* [Problem description]
How many lines of the data contain the string "lineWidth"? Write the number and nothing more.

*** Opening The data ***

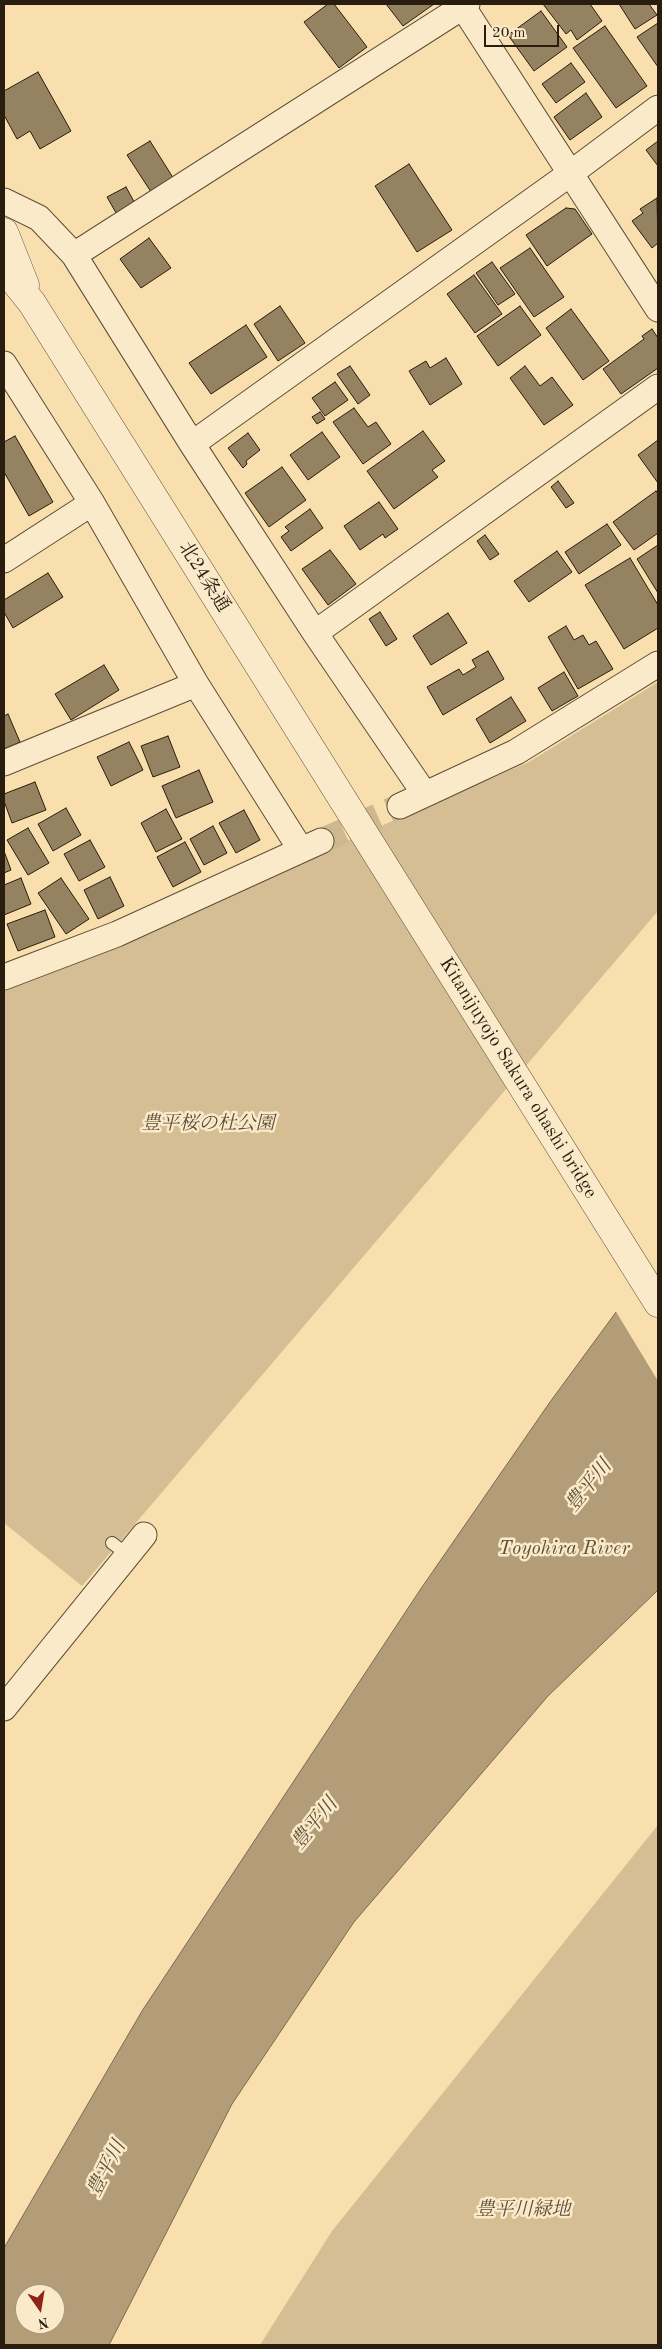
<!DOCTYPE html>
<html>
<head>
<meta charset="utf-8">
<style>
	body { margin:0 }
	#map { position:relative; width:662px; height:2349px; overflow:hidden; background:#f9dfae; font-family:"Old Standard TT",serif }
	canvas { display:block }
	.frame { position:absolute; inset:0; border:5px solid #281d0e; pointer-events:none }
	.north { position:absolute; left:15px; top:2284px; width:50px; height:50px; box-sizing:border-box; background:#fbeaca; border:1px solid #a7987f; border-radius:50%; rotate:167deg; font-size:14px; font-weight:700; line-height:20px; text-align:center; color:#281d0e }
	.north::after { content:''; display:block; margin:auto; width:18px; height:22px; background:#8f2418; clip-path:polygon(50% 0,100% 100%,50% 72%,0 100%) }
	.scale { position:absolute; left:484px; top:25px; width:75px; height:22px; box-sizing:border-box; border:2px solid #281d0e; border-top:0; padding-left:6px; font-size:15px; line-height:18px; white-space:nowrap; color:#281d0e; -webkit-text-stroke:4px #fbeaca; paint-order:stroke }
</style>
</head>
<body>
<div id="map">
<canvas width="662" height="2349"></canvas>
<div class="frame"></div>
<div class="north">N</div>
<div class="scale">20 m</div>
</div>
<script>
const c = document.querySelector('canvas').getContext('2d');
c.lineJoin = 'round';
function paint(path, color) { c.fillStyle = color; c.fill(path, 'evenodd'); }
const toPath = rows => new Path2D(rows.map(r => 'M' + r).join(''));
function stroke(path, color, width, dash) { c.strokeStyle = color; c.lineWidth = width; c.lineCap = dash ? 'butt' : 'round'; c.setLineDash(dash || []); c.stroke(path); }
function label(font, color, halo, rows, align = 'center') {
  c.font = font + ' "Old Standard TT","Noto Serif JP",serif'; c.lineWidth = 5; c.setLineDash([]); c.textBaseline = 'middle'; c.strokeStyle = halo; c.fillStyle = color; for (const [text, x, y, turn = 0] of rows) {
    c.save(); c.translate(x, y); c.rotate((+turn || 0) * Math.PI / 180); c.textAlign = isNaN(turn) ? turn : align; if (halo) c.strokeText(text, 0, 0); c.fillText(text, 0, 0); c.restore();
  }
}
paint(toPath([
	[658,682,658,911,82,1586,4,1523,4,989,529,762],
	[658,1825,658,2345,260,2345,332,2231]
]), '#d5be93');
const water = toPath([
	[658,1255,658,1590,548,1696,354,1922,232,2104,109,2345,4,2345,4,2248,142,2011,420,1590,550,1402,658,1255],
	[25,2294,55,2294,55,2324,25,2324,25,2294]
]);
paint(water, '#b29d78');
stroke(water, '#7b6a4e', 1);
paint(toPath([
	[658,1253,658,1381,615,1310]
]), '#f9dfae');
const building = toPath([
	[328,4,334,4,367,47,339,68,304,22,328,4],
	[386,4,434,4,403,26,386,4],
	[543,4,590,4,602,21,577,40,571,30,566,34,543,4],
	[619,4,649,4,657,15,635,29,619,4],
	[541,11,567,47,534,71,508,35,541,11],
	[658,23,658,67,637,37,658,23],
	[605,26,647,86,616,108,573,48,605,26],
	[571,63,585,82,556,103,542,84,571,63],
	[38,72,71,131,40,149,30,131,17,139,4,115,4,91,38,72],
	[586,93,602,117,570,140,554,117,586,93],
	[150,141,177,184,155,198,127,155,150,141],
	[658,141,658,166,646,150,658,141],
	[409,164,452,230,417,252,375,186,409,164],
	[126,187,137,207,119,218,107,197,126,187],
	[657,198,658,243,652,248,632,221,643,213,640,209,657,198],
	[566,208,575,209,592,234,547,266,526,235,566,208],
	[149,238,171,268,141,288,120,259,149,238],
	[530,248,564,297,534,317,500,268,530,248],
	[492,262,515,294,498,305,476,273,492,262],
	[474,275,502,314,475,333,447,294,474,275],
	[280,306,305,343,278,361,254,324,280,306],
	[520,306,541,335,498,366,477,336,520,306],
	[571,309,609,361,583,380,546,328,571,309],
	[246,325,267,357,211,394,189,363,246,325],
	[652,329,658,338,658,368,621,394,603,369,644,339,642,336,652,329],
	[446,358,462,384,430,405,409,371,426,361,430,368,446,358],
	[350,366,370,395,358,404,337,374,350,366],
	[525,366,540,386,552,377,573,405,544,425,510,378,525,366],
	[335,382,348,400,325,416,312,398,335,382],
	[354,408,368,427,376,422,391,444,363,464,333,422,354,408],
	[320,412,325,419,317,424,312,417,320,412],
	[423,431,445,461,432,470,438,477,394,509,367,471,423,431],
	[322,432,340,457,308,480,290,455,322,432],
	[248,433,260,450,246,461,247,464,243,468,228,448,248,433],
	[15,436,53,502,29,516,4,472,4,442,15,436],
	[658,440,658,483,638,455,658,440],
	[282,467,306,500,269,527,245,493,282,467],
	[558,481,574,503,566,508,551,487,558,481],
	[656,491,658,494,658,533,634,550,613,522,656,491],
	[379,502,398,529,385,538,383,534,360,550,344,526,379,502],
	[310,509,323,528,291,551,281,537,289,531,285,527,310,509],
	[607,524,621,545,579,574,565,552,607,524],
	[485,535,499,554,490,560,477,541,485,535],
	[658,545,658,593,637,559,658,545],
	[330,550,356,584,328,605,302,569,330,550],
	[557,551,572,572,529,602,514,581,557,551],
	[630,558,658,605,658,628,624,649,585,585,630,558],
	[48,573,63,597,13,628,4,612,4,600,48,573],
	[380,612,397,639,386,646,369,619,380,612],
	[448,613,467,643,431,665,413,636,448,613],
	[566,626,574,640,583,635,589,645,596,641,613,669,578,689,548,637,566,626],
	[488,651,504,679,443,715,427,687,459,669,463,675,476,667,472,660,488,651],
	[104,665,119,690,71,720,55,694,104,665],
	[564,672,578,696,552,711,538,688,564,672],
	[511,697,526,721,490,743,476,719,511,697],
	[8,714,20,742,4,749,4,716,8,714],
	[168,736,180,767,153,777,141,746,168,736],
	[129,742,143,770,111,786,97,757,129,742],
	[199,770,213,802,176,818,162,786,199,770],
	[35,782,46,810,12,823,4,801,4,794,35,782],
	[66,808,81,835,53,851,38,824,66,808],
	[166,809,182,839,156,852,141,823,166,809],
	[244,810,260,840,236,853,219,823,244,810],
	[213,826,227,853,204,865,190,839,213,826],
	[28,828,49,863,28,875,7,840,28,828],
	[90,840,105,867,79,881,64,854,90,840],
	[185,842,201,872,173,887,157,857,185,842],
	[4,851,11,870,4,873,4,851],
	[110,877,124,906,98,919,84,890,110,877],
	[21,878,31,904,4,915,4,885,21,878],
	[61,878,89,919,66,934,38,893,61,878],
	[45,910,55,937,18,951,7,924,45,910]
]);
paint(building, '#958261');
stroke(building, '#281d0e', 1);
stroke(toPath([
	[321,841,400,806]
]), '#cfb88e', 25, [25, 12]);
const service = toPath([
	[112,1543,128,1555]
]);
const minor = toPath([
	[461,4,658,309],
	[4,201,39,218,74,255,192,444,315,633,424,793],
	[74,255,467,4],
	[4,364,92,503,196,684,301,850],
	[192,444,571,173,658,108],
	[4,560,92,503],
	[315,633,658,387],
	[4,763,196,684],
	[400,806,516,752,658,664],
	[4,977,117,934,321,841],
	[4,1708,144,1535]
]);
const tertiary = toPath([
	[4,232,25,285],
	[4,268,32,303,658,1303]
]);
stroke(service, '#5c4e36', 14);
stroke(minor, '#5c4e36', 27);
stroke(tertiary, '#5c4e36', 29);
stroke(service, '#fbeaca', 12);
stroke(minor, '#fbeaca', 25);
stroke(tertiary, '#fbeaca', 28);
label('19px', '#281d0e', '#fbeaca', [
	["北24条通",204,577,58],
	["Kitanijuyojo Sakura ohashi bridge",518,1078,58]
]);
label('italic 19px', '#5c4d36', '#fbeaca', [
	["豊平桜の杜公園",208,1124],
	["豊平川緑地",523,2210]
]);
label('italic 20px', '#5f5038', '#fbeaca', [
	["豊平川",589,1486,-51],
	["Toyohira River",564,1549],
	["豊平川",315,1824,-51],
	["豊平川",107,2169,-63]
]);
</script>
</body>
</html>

*** Closing The data ***
*** Opening The data ***

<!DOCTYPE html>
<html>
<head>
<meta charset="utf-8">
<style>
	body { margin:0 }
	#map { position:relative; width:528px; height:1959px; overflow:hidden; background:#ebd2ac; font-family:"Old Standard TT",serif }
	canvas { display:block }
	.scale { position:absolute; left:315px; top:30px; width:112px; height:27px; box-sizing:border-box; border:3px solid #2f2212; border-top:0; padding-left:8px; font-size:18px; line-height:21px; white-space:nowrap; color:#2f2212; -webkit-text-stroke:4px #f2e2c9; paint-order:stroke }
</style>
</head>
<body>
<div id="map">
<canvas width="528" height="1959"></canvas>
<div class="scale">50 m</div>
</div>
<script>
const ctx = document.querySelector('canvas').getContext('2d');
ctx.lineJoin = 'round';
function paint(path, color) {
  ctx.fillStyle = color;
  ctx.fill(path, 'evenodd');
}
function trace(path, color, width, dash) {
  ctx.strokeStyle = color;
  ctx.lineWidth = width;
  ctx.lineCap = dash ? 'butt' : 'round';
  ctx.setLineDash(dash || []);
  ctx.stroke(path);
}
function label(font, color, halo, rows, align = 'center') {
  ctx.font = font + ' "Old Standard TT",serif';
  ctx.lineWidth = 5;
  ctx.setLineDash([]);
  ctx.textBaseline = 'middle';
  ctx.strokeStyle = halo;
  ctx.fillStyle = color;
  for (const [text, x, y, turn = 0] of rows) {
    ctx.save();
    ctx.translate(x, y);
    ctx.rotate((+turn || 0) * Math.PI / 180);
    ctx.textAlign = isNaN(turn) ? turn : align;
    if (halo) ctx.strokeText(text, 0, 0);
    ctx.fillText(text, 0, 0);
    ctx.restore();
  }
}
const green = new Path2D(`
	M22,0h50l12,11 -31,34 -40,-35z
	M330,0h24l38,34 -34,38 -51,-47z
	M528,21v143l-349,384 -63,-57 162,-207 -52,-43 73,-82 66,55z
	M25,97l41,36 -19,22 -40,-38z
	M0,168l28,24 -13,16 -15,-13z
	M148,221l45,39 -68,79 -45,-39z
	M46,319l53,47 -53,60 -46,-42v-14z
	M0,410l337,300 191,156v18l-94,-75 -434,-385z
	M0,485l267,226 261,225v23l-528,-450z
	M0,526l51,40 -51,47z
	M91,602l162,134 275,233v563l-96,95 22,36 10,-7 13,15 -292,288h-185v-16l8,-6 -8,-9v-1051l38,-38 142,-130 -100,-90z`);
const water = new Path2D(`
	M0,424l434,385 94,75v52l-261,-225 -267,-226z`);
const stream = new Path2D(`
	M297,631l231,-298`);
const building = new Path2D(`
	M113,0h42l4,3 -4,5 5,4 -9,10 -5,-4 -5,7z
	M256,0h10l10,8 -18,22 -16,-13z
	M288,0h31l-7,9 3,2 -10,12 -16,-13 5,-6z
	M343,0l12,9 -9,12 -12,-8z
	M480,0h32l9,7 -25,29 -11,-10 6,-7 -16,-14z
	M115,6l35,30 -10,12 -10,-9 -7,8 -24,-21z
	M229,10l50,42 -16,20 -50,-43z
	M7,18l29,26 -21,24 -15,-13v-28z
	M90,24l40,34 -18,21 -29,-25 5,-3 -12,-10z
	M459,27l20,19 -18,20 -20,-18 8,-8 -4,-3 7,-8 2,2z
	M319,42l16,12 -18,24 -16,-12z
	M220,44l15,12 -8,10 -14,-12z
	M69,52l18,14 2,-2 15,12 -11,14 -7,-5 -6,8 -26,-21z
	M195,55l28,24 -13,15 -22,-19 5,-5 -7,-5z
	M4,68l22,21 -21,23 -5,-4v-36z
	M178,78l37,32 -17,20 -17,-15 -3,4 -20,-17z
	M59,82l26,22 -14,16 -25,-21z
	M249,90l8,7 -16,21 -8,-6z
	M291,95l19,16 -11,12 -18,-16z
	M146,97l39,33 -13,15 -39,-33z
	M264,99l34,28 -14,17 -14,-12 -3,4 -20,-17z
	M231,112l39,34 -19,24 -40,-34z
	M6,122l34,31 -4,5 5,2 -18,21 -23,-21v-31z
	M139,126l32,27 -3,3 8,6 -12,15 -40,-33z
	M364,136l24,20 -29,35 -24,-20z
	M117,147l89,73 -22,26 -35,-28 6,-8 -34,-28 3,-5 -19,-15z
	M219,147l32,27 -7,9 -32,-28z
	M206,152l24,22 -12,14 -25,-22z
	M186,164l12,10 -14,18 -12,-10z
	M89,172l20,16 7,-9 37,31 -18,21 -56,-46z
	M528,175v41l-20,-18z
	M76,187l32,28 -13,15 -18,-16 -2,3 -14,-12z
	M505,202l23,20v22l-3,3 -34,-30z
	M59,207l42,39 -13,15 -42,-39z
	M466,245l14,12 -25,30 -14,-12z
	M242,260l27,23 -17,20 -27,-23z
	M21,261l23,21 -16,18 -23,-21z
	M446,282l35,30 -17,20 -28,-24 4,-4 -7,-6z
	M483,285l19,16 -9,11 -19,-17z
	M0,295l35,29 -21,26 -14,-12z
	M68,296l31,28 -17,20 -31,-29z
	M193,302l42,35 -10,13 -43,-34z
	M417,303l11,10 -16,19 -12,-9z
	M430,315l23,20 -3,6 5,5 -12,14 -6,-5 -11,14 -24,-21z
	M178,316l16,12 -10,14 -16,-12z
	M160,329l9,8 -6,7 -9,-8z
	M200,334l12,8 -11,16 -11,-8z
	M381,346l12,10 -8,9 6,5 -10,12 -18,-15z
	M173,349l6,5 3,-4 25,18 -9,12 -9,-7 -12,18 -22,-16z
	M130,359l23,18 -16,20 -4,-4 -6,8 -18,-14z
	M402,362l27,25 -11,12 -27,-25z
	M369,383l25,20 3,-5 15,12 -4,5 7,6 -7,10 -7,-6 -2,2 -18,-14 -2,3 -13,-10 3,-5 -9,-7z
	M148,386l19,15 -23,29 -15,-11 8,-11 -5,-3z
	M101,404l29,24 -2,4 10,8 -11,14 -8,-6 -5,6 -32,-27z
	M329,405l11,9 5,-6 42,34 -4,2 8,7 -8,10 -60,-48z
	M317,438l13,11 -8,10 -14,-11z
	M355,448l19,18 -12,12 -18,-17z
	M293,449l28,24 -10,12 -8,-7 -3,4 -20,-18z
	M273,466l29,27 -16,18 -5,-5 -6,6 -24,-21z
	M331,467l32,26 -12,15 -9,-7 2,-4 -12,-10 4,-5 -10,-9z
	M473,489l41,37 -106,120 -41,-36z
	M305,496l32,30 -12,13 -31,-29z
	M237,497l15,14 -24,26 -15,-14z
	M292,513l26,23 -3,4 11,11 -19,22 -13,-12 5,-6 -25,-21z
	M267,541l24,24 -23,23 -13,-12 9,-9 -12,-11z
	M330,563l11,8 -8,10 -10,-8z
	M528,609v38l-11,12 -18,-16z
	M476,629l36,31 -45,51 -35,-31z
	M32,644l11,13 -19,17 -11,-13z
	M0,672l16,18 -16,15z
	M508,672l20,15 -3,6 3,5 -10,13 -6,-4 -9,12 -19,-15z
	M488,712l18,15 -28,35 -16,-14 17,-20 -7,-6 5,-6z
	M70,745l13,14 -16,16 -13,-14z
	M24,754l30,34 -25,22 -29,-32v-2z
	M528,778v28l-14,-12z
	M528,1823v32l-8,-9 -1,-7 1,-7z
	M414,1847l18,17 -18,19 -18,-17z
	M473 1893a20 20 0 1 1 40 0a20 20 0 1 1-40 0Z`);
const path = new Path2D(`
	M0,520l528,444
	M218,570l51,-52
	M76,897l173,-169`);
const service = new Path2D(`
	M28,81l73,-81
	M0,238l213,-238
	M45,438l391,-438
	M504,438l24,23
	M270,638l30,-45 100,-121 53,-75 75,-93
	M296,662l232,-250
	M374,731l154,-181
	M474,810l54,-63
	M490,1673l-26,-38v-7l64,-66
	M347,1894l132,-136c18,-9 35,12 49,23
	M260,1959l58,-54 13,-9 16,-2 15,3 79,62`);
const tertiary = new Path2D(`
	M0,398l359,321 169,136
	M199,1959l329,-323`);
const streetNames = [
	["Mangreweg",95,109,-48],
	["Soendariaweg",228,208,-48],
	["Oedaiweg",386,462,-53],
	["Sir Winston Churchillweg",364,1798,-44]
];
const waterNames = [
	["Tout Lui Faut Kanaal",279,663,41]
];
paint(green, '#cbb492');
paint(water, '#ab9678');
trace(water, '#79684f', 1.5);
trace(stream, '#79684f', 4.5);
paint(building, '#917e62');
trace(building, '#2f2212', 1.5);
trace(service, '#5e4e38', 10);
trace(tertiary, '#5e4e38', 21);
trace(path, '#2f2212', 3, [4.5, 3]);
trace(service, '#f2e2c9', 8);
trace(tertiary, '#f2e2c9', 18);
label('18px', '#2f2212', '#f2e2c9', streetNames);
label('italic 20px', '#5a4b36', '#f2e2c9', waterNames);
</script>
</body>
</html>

*** Closing The data ***

* [Reply]
4